At the opposite end to the cabanas was the bar and a small stage for a five-piece band. One of the guitarists was my objective, but getting there wasn’t without its obstacles. The first of them was approaching me with a sympathetic smile and his hands spread wide in silent apology. It was the maître d’ and, unlike his clientele, he was class all the way: French was my guess, Berluti handmade shoes, lightweight Brioni suit, gold-rimmed eyeglasses.
‘I’m sorry, sir,’ he said. ‘Today, we are fully booked.’
I looked at the two dozen empty tables – it was early – and even more vacant stools at the bar. I smiled back just as pleasantly. ‘Yes, I can see that.’
He already had his arm around my shoulder, guiding me back towards the elevator where the ninja was waiting to whisk me back down to the street where I belonged. I reached into my jacket pocket, and the maître d’ assumed I was going for my wallet and a handful of bills to bribe him.
‘Please, sir – don’t embarrass us both,’ he said, with genuine pain.
‘I wasn’t going to,’ I replied, pulling out my gold shield.
He looked at it for a moment and put aside the shepherding shit while he considered what to do.
‘Are you arresting someone, Mr Wilson?’ he asked.
‘Probably.’
He leaned closer – you could tell he was a terrible gossip – and dropped his voice. ‘Can you tell me who?’
I leaned in equally close and dropped my voice to match his. ‘Sorry, not allowed.’
‘No – of course not. But you could probably say what the charge would be.’
‘Sure,’ I said, and indicated the pool area. ‘Bad taste.’
He burst out laughing and shook my hand. ‘Fuck, the place will be empty. You’ll need a bus.’
He dismissed the ninja with a glance, raised his hand in a gesture to the distant barman and guided me back towards the acres of flesh. ‘Be my guest, Mr Wilson – Anton at the bar will take care of your drinks.’
I thanked him, walked beside the pool and settled myself on a stool at the bar. I asked Anton for a coffee and turned my attention to the band. It was the bass player I was interested in – his name was Ahmut Pamuk, and he was in his fifties, neatly dressed, a guy who had obviously decided years ago just to play the groove and not look at the crowd. At the Skybar, that was probably wise. He was good, he knew his shit; the sort of man who had already given music the best years of his life and would probably be playing just one more gig until they laid him in the ground.
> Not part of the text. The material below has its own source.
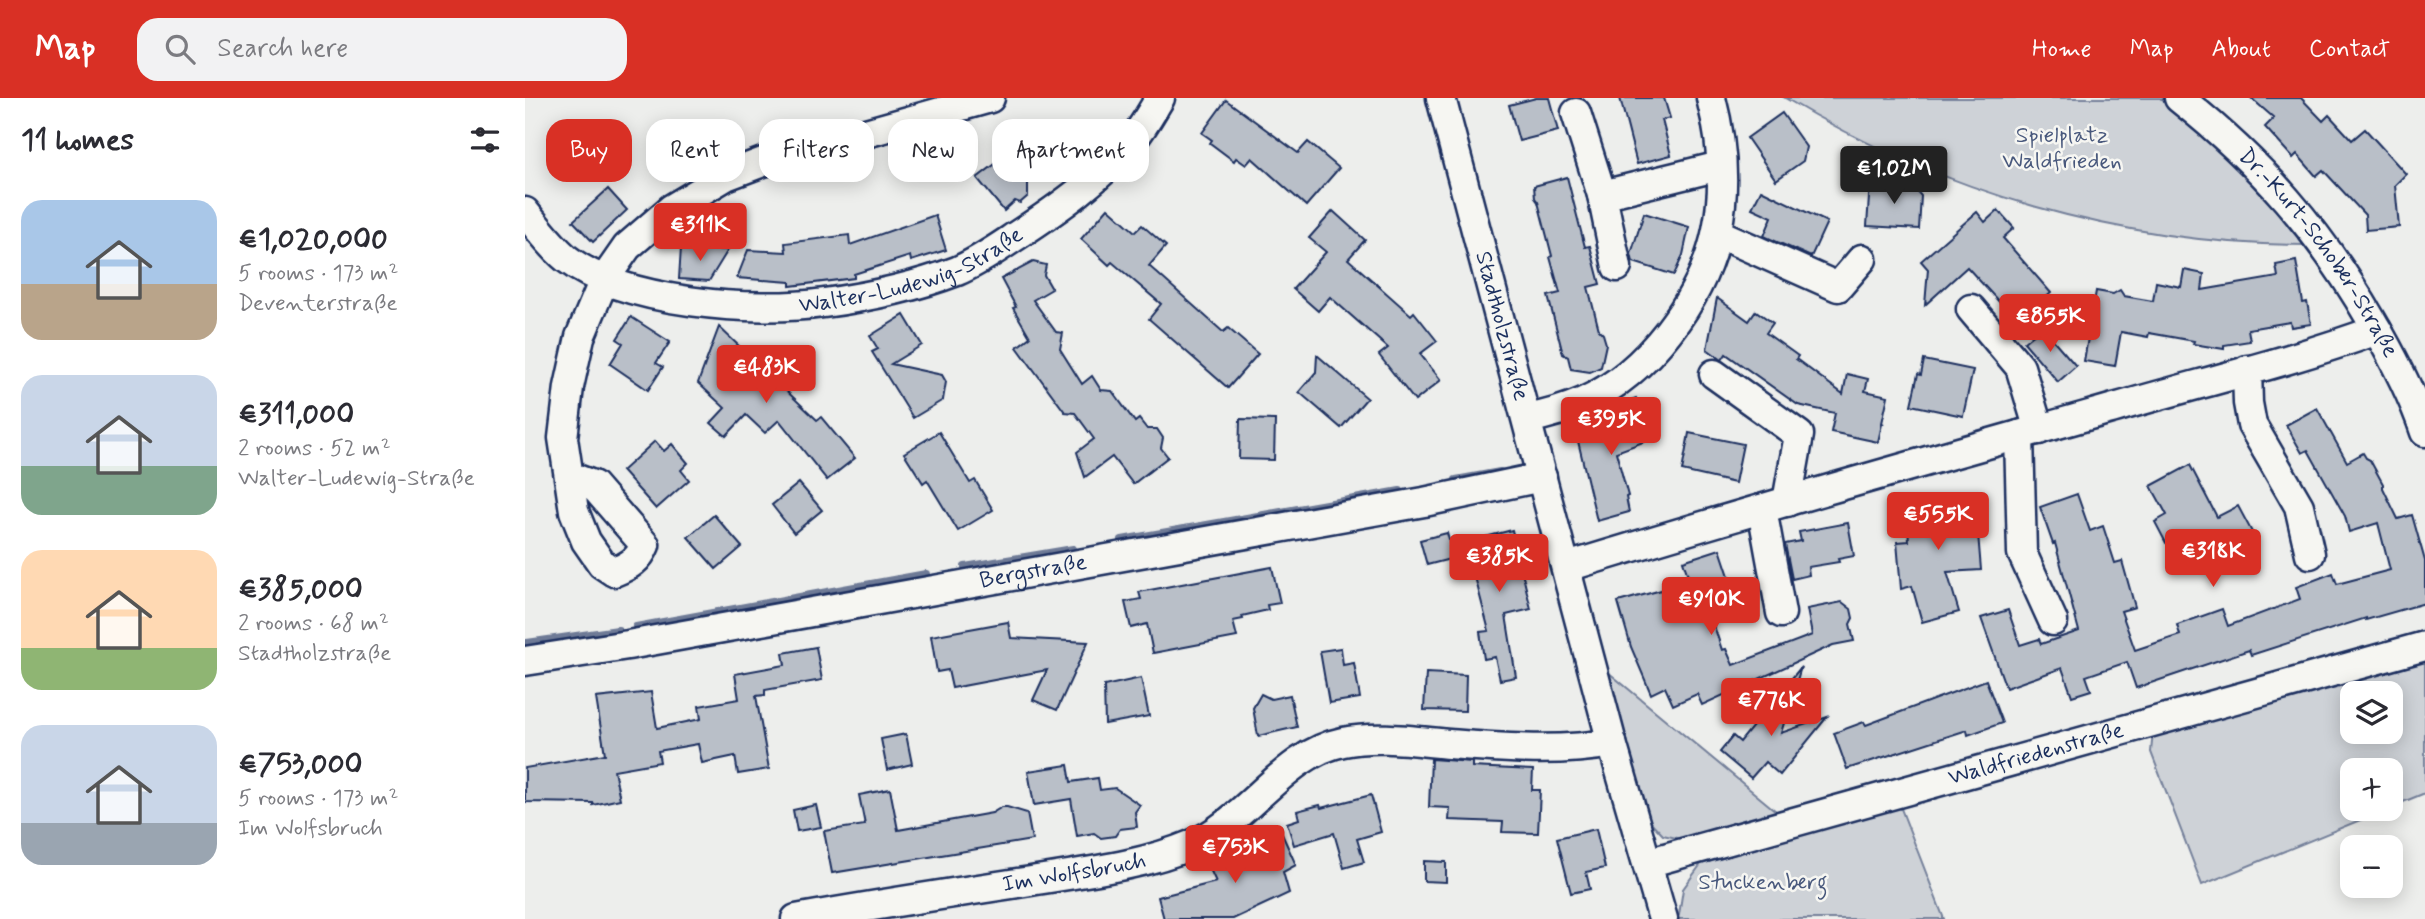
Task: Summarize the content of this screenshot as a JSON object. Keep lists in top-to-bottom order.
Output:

But the owner of the music store had warned me that he was one of the most unpleasant people you could meet and, watching him on stage, seeing him at his lifetime’s work, I had some understanding why. For a real musician, a man who had been full of hopes and dreams, playing endless versions of ‘Mamma Mia’ and ‘Yellow Submarine’ would be enough to embitter anyone.
As Anton brought my coffee, Pamuk was in the middle of a set – the hits from Titanic – and I waited for him to finish. The owner had told me the guy had been collecting traditional and folk music for years. His father – a musician himself – had started it, worried that if it weren’t collected and written down it would be lost for ever and, in later years, his son had picked up the baton. Apparently, Pamuk got by however he could – playing at the Skybar, pumping gas – all the time finding lost music, playing some of the instruments himself, noting it down like a lost language and sending it to the Turkish National Archives. According to the guy at the music store, if any local could identify the çigirtma tune, it would be him.
The set finished, the band left the stage to no applause, and I stood up. I gave Pamuk my name and told him that I had a piece of music I was hoping he could help me with. My idea had been to ask him to listen to the MP3 player, but I never got the chance: the store owner hadn’t been mistaken about Pamuk’s personality.
‘It’s the brunch crowd, and I’ve been on stage for an hour already – you heard the deafening applause, right?’ he said. ‘I’m gonna eat, I’m gonna have a coffee and then I’m gonna rest.’ He turned to walk away.
‘Mr Pamuk,’ I replied, ‘I’m not a musicologist or some foreign academic.’ I flashed him the shield. He wasn’t sure how to react but decided it might be wiser to at least pay lip service to cooperation.
‘Okay, I’ll give you a phone number. Call me tomorrow, we’ll set a time,’ he said.
‘Tomorrow’s not good enough. It’ll have to be today,’ I countered. He glared at me, but he had never met the Defcon 1 before and buckled.
‘From four o’clock I work at 176—’ and he rattled off the name of a street that I had no hope of pronouncing, let alone finding, as I was sure he knew. Asshole.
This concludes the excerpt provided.